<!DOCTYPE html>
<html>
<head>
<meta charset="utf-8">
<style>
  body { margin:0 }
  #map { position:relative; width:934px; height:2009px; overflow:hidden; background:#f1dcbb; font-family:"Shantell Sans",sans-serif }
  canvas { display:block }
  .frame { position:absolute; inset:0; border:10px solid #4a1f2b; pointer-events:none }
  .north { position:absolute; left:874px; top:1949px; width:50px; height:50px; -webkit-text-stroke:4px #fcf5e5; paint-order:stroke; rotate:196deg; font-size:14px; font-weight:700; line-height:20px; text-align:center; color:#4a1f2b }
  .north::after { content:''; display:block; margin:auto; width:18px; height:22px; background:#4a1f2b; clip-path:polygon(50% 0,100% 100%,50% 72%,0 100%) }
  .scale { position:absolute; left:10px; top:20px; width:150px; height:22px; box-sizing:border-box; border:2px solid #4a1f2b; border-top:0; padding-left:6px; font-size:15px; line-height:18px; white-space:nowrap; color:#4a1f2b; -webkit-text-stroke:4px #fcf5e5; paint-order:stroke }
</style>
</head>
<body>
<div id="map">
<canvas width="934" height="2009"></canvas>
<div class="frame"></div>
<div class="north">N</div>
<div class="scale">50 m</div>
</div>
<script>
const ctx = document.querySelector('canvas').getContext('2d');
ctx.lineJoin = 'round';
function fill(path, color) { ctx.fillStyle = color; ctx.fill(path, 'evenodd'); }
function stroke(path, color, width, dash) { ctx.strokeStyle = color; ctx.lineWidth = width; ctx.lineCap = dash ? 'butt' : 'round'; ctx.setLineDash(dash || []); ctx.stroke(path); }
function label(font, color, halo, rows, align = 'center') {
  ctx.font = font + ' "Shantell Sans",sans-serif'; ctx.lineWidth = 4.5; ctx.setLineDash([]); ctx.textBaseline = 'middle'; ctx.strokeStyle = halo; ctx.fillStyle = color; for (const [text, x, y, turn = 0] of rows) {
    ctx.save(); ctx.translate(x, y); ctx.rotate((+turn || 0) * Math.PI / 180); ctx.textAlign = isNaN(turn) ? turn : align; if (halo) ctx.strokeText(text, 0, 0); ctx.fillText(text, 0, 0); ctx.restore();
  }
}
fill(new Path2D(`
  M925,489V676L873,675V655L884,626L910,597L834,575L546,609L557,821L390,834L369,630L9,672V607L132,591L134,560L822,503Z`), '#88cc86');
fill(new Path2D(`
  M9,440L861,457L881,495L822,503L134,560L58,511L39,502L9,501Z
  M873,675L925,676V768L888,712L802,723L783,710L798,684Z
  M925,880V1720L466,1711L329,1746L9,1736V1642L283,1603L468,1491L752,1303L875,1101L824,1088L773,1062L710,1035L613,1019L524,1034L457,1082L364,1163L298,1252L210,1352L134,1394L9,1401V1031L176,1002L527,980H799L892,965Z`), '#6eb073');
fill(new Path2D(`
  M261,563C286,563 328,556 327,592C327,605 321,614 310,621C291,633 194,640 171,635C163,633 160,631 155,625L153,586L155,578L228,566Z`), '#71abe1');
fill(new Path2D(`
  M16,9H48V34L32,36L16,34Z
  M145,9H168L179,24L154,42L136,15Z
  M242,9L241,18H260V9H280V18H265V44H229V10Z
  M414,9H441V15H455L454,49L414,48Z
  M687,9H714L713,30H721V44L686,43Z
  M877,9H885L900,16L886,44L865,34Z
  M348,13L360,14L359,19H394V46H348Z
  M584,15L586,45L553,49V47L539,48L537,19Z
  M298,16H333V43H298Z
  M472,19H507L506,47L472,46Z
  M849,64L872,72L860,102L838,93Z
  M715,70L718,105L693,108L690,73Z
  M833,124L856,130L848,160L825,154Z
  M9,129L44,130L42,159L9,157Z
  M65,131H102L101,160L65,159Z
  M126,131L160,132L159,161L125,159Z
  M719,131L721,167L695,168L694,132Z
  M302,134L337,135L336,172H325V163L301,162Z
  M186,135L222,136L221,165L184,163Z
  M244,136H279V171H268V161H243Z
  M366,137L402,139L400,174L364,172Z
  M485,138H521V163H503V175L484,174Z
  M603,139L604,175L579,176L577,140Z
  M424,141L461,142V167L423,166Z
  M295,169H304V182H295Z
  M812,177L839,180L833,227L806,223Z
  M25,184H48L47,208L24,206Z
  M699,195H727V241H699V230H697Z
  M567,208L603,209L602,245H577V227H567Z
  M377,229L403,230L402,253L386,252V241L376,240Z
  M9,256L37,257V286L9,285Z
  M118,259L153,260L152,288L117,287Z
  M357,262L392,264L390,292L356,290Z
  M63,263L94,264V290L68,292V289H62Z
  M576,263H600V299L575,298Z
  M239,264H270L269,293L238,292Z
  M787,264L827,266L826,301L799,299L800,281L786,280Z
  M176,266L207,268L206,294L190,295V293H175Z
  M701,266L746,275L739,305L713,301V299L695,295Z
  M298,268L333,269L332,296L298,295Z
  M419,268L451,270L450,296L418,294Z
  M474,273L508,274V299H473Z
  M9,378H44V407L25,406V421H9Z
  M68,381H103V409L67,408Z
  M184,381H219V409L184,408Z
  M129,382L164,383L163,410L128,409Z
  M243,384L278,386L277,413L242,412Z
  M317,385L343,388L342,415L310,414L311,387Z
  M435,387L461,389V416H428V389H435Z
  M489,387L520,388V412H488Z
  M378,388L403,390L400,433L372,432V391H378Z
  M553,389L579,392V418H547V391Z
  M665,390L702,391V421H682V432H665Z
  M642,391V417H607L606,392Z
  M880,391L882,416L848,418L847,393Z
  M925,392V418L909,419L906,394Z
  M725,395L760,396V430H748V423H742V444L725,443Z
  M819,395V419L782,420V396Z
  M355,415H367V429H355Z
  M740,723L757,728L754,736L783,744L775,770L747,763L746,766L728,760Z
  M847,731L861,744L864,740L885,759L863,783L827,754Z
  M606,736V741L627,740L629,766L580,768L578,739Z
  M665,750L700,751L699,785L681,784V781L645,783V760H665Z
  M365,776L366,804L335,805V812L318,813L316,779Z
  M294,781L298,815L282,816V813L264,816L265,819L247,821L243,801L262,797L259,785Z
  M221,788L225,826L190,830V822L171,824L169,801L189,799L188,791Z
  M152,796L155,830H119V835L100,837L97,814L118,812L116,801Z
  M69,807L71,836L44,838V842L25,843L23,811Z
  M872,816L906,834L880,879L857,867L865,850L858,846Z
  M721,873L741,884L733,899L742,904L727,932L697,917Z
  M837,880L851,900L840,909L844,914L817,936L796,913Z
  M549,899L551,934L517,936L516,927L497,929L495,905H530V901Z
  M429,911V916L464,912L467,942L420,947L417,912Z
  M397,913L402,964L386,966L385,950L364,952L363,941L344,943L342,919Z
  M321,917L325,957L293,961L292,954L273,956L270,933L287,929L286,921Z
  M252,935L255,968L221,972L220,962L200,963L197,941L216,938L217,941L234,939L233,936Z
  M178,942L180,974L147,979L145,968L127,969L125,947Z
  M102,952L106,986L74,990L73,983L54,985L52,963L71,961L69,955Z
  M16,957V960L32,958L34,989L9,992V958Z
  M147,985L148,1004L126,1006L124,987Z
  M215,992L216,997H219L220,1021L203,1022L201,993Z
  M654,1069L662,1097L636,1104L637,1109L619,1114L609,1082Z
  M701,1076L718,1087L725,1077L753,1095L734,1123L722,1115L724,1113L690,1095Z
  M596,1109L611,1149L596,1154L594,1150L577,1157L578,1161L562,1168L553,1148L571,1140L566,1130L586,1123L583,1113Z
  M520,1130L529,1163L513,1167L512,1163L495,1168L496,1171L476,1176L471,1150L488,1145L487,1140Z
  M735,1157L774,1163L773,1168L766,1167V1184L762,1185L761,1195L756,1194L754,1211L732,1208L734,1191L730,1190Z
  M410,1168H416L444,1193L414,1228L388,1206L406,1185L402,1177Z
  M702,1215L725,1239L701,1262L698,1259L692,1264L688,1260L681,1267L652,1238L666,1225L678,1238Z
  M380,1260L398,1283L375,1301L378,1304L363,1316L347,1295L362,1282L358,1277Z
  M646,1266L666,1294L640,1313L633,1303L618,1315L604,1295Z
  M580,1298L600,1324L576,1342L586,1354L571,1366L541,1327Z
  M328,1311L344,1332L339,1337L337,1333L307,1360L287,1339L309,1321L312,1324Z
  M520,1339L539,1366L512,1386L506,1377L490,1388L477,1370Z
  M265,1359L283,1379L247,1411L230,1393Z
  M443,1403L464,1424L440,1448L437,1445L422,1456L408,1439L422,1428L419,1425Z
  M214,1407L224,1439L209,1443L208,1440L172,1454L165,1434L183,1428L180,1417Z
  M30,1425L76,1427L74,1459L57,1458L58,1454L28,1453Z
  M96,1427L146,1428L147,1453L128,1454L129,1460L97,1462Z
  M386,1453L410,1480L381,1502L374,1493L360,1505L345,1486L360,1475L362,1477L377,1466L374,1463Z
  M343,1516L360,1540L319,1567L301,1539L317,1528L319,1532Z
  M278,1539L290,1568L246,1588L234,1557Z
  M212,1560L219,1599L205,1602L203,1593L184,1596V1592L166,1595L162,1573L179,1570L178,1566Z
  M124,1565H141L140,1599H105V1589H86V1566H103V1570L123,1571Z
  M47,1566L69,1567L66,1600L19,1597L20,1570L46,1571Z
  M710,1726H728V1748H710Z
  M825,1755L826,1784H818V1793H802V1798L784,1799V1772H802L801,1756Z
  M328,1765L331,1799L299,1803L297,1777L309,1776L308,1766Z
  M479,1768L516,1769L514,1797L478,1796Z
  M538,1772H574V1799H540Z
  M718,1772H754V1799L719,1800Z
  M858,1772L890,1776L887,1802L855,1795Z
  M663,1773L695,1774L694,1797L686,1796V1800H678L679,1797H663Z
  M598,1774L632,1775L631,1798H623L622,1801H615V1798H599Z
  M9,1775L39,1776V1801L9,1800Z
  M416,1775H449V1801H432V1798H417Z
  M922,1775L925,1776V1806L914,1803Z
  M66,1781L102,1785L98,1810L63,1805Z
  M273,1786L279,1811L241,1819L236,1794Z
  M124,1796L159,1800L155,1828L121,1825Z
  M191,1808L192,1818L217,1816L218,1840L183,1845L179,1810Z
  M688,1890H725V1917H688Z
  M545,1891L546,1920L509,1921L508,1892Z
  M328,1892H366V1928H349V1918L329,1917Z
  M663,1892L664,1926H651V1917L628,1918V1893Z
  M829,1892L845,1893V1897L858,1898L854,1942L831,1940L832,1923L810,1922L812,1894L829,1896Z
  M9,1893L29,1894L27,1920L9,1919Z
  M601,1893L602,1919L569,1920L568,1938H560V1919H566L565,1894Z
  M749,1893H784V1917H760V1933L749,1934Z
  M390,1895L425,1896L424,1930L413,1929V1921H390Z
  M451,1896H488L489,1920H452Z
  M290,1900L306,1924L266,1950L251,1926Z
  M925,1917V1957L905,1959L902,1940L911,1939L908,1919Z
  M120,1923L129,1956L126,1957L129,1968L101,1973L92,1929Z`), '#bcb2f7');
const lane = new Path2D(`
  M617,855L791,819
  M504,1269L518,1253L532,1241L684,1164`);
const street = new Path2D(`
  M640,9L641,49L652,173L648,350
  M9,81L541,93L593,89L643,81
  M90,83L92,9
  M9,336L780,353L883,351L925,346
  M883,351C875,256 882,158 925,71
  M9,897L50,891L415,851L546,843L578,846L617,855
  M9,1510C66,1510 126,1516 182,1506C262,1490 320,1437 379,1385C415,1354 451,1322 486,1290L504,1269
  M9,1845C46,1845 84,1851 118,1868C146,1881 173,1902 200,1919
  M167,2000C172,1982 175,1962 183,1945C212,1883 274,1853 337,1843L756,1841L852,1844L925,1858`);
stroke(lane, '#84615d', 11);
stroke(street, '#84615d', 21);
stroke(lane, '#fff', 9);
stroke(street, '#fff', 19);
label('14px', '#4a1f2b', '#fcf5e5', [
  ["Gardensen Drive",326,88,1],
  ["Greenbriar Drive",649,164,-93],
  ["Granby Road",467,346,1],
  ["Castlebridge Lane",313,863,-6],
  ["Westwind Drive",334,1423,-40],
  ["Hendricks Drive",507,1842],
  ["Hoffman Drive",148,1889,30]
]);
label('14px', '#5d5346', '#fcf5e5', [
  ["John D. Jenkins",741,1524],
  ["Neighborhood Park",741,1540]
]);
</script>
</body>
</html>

▬▬▬▬▬▬▬▬▬▬

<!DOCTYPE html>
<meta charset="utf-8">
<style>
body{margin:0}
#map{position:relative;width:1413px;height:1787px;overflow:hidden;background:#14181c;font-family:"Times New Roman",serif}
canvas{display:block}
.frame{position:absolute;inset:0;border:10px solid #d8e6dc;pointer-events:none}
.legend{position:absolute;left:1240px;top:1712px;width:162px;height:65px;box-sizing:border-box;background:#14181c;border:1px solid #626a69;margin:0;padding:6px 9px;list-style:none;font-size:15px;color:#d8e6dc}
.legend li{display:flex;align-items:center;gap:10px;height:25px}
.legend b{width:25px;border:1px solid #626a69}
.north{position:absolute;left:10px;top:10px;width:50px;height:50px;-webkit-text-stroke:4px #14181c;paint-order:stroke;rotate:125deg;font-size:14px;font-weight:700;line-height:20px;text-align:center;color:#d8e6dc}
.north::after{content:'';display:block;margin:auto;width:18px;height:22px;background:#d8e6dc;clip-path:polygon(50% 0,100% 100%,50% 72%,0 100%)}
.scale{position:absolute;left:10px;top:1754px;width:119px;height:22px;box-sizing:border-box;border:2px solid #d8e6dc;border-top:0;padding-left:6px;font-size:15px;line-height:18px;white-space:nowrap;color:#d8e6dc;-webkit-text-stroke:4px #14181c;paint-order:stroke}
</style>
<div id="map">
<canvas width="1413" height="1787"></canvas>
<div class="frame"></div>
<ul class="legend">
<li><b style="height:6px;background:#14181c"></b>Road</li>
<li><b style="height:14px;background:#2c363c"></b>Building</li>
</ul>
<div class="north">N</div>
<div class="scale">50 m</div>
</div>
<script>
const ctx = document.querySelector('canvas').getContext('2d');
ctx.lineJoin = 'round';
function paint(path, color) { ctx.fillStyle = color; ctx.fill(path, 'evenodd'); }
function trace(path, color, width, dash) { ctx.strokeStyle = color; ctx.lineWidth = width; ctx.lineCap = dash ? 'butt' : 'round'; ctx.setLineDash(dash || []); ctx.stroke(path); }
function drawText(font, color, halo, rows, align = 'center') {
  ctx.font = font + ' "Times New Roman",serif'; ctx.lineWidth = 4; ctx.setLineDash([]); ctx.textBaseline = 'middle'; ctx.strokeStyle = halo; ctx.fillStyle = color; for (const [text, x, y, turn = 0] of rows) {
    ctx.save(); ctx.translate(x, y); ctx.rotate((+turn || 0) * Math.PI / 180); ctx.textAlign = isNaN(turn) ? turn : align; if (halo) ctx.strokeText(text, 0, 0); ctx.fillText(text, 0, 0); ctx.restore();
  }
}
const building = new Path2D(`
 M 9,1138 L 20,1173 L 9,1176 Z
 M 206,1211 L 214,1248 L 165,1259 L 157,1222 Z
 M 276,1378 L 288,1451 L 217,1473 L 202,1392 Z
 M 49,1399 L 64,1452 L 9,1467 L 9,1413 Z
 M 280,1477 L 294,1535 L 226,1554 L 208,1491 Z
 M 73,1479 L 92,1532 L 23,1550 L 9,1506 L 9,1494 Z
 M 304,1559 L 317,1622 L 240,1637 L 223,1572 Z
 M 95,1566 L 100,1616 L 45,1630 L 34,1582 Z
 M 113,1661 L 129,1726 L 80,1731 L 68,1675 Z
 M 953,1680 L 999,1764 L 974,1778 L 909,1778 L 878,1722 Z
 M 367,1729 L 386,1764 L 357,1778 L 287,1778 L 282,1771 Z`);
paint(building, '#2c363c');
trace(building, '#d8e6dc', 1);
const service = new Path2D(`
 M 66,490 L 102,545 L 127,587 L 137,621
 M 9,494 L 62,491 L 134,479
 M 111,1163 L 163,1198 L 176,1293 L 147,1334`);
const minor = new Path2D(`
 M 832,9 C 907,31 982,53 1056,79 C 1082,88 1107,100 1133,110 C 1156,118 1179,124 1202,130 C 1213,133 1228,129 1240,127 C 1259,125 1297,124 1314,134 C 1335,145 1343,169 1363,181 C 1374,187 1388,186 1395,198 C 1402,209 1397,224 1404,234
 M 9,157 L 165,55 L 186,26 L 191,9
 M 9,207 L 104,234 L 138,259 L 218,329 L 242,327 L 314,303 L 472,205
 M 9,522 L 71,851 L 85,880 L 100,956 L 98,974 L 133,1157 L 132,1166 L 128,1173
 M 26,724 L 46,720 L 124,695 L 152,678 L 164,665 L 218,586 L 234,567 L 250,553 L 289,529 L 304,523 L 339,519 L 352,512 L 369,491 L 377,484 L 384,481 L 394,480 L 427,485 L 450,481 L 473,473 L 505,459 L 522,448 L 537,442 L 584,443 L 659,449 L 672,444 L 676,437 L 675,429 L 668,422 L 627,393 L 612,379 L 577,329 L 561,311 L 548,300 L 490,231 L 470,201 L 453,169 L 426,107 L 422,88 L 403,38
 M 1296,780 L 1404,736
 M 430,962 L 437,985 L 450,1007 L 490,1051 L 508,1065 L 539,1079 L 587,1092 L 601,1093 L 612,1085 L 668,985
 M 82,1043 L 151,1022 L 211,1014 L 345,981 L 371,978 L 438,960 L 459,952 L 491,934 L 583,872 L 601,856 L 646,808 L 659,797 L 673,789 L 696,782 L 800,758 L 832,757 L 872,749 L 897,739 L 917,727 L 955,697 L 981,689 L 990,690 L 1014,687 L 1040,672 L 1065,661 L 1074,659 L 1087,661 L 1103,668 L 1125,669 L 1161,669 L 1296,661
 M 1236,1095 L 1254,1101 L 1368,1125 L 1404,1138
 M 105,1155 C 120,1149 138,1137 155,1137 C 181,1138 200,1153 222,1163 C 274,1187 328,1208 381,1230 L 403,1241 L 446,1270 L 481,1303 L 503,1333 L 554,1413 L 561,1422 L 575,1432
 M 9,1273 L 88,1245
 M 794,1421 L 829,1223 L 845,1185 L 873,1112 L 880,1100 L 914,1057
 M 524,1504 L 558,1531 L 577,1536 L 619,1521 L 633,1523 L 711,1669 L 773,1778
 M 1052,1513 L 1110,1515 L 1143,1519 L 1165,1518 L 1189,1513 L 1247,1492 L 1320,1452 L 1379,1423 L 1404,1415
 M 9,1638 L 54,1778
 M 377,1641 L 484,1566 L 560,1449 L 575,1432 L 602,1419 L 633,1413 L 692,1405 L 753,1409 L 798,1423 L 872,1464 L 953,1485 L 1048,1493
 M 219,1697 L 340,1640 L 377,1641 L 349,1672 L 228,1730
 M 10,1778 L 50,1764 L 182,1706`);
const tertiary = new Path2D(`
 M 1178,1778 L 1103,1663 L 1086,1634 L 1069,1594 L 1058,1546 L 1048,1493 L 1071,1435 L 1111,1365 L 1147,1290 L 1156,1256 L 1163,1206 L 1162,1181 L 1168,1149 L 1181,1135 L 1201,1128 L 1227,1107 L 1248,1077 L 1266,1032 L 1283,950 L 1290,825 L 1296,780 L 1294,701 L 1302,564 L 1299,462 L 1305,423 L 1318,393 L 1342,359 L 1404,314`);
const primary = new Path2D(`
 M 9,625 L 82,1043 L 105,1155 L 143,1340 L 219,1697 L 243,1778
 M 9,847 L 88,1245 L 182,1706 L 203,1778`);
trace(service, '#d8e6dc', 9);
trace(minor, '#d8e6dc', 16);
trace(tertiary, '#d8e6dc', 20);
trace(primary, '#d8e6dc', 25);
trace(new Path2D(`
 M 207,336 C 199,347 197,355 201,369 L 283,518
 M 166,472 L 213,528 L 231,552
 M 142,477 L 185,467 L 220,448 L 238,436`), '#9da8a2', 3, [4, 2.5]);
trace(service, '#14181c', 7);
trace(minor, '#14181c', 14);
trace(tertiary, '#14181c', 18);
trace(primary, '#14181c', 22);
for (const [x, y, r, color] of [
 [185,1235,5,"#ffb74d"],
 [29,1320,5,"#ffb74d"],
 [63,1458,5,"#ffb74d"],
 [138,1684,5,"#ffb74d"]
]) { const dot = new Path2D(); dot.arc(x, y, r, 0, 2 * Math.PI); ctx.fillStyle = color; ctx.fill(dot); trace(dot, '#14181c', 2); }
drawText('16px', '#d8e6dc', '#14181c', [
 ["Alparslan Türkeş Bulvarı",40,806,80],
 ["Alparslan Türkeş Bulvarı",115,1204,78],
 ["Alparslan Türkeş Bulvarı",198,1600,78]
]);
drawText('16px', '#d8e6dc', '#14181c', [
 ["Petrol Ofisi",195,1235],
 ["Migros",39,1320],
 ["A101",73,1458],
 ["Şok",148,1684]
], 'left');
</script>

▬▬▬▬▬▬▬▬▬▬

**Task statement**
From the entries above, write out only the lines starting at the line that holds "M9,440L861,457L881,495L822,503L134,560L58,511L39,502L9,501Z" and ending at the line that holds "M485,138H521V163H503V175L484,174Z", keeping both and matching them exactly.

**Your response**
  M9,440L861,457L881,495L822,503L134,560L58,511L39,502L9,501Z
  M873,675L925,676V768L888,712L802,723L783,710L798,684Z
  M925,880V1720L466,1711L329,1746L9,1736V1642L283,1603L468,1491L752,1303L875,1101L824,1088L773,1062L710,1035L613,1019L524,1034L457,1082L364,1163L298,1252L210,1352L134,1394L9,1401V1031L176,1002L527,980H799L892,965Z`), '#6eb073');
fill(new Path2D(`
  M261,563C286,563 328,556 327,592C327,605 321,614 310,621C291,633 194,640 171,635C163,633 160,631 155,625L153,586L155,578L228,566Z`), '#71abe1');
fill(new Path2D(`
  M16,9H48V34L32,36L16,34Z
  M145,9H168L179,24L154,42L136,15Z
  M242,9L241,18H260V9H280V18H265V44H229V10Z
  M414,9H441V15H455L454,49L414,48Z
  M687,9H714L713,30H721V44L686,43Z
  M877,9H885L900,16L886,44L865,34Z
  M348,13L360,14L359,19H394V46H348Z
  M584,15L586,45L553,49V47L539,48L537,19Z
  M298,16H333V43H298Z
  M472,19H507L506,47L472,46Z
  M849,64L872,72L860,102L838,93Z
  M715,70L718,105L693,108L690,73Z
  M833,124L856,130L848,160L825,154Z
  M9,129L44,130L42,159L9,157Z
  M65,131H102L101,160L65,159Z
  M126,131L160,132L159,161L125,159Z
  M719,131L721,167L695,168L694,132Z
  M302,134L337,135L336,172H325V163L301,162Z
  M186,135L222,136L221,165L184,163Z
  M244,136H279V171H268V161H243Z
  M366,137L402,139L400,174L364,172Z
  M485,138H521V163H503V175L484,174Z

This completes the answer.